---------- Provided data ----------

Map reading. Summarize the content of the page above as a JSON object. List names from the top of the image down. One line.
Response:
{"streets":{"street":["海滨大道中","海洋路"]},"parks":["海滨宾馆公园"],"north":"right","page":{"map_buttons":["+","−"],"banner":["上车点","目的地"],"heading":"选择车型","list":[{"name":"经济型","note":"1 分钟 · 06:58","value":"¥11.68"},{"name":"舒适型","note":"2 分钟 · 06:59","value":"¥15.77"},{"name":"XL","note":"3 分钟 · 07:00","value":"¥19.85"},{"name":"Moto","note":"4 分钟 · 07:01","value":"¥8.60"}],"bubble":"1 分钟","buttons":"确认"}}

----------
---------- Provided data ----------

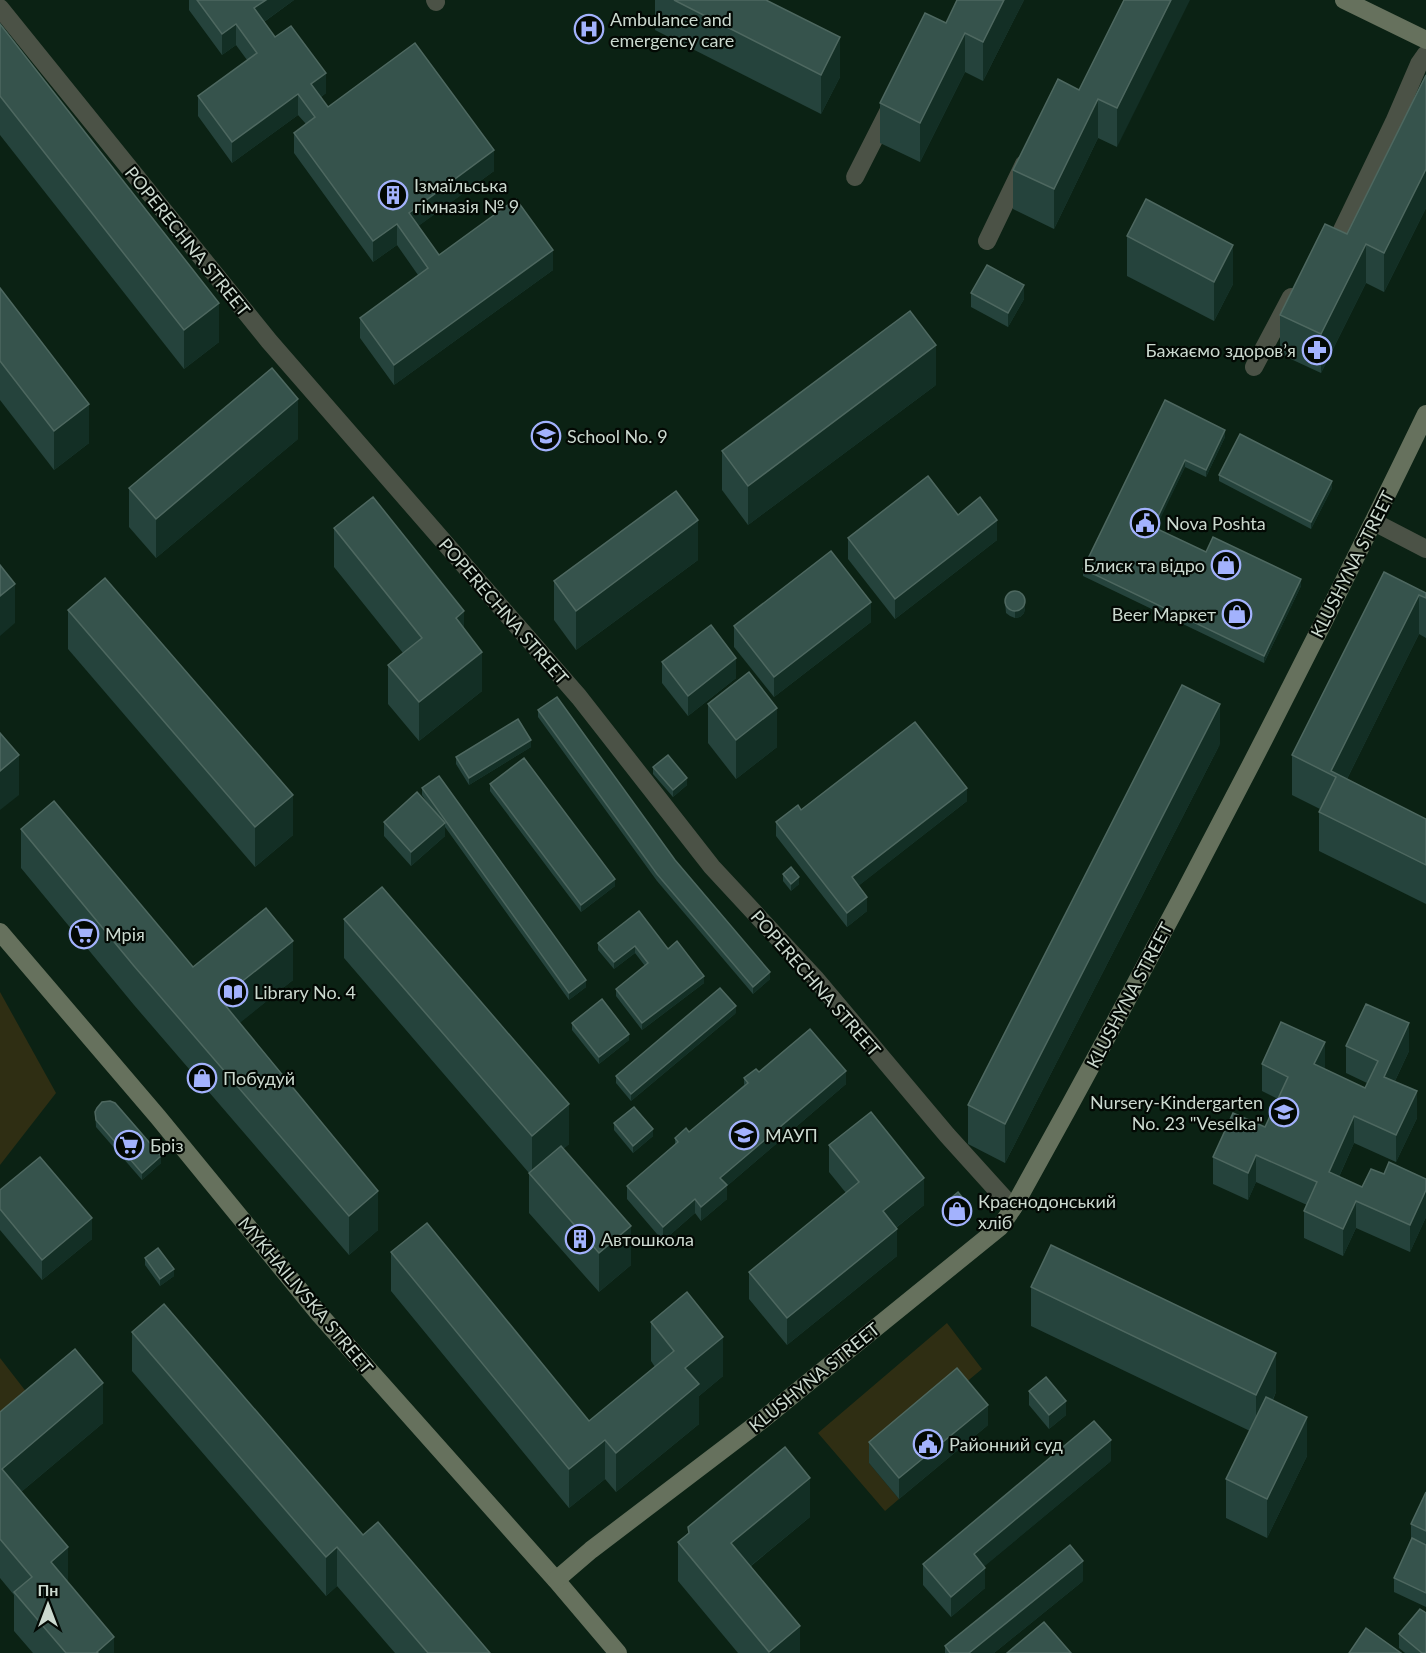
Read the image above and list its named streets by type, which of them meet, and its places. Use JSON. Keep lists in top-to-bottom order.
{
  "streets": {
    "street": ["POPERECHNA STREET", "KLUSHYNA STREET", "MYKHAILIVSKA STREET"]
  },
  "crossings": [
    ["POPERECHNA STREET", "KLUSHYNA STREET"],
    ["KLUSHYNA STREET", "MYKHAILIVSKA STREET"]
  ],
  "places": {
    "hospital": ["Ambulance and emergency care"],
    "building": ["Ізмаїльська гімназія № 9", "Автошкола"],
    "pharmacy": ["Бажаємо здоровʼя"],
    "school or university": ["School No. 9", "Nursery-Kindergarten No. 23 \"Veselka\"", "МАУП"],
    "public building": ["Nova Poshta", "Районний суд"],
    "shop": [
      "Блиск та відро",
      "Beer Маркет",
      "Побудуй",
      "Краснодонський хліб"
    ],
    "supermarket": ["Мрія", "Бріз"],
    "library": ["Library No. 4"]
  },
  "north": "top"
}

----------
---------- Provided data ----------

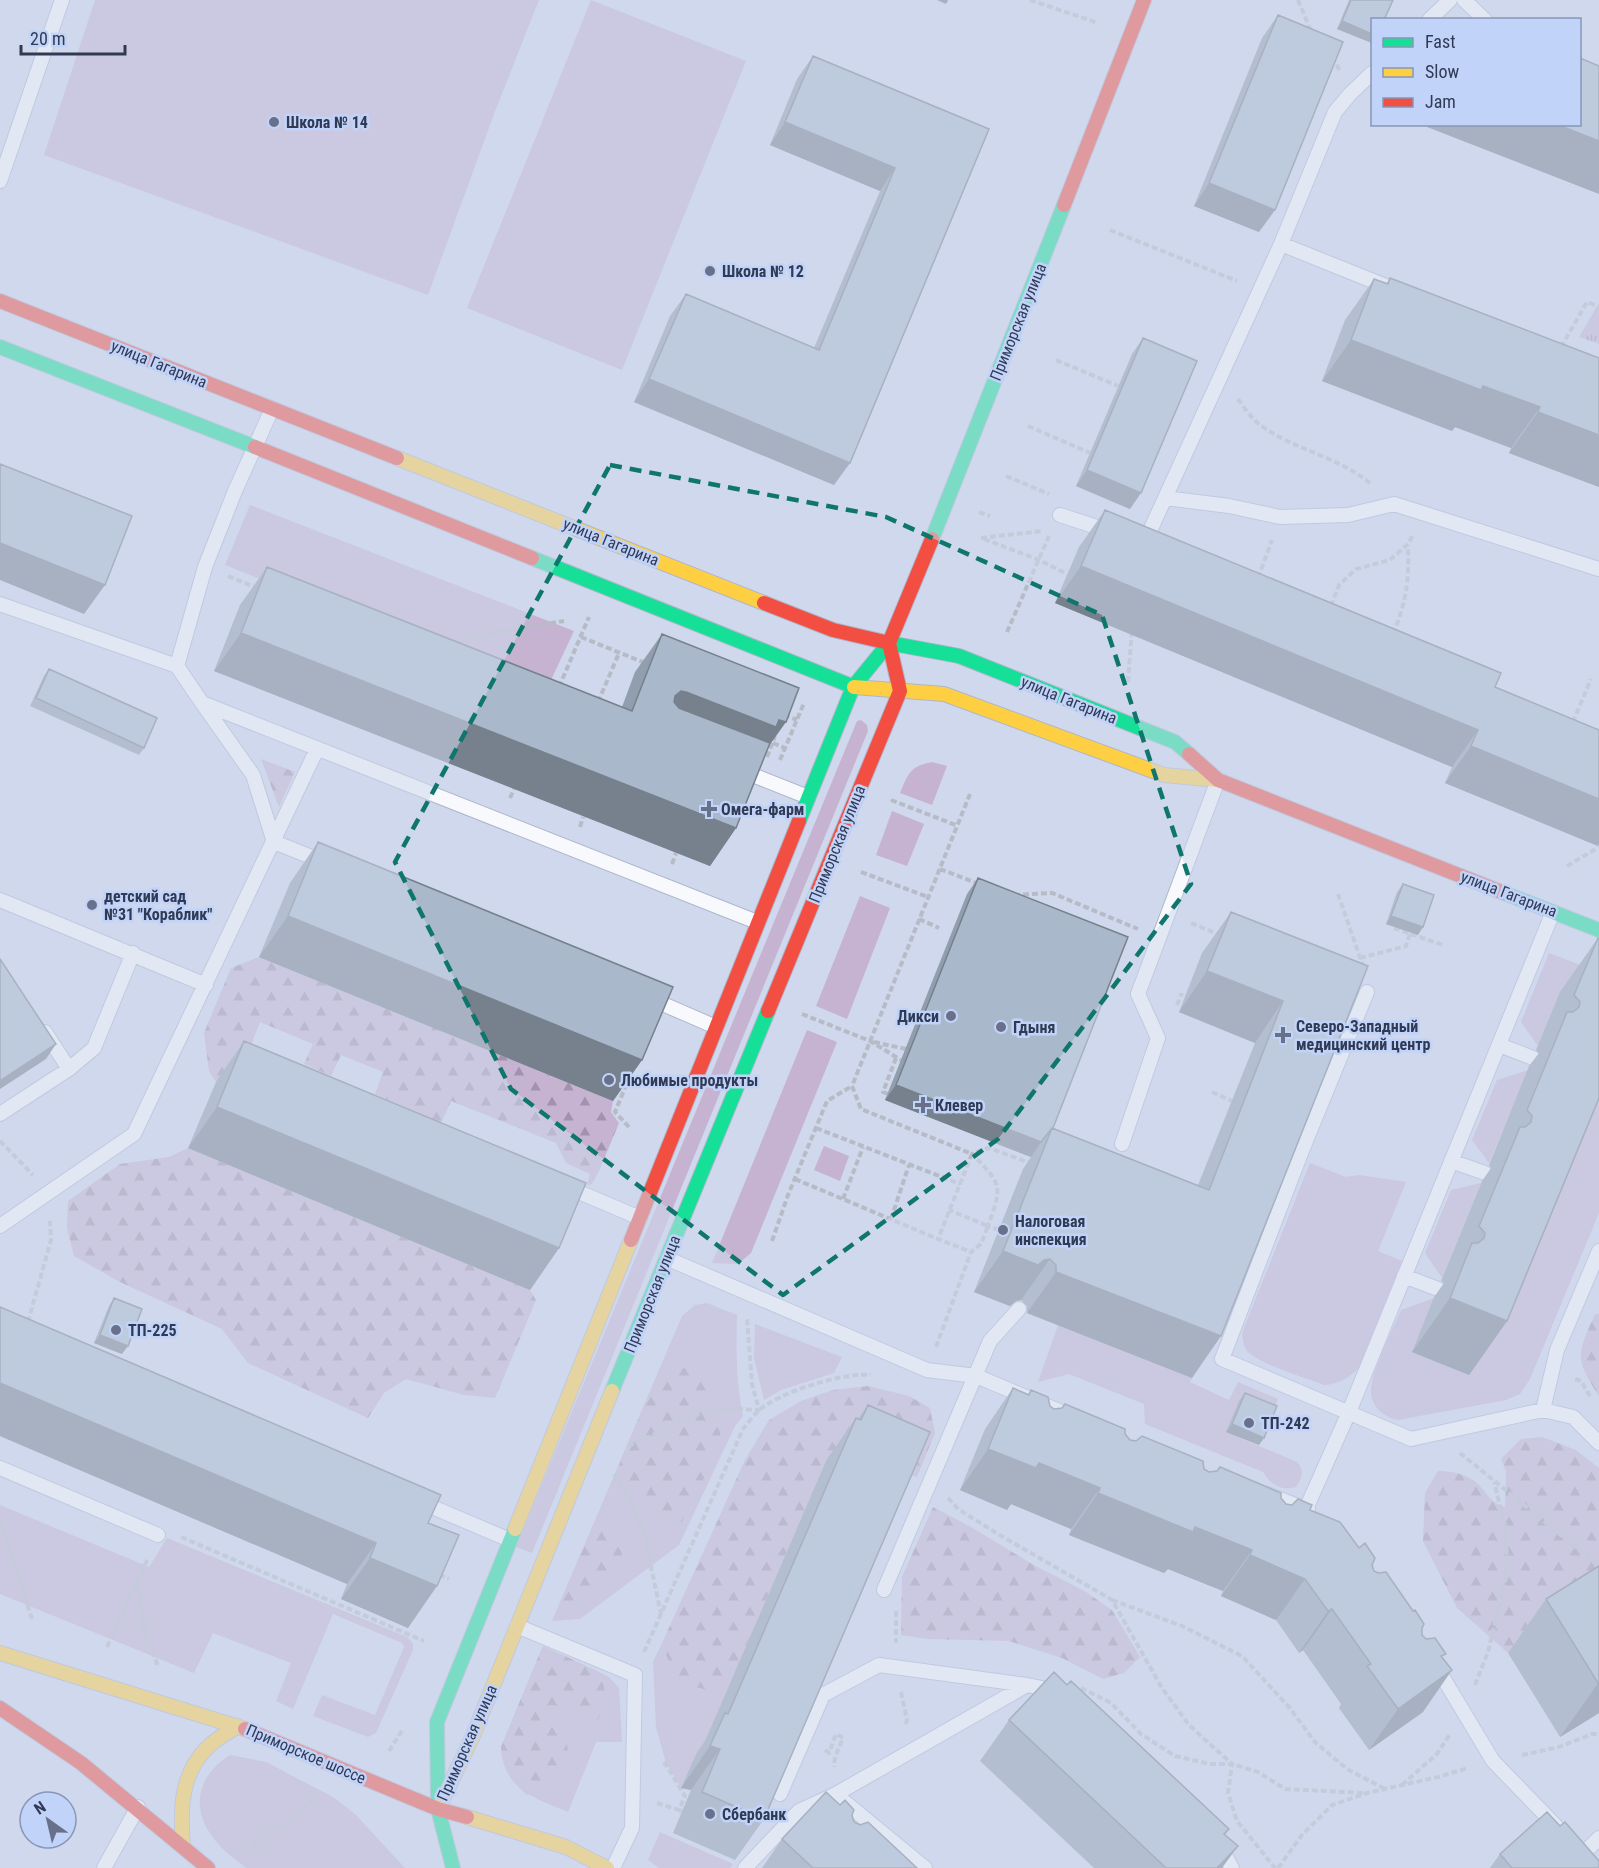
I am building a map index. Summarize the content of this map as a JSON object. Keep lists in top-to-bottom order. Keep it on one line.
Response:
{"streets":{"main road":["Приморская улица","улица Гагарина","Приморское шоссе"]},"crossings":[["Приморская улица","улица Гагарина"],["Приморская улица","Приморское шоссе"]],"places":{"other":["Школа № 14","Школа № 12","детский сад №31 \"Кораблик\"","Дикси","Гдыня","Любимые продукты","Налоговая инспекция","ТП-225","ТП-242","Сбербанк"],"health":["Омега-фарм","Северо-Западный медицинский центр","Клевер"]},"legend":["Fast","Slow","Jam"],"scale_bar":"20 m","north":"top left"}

----------

Please say how many lines in the records above contain the word "Summarize", giving the number alone.

2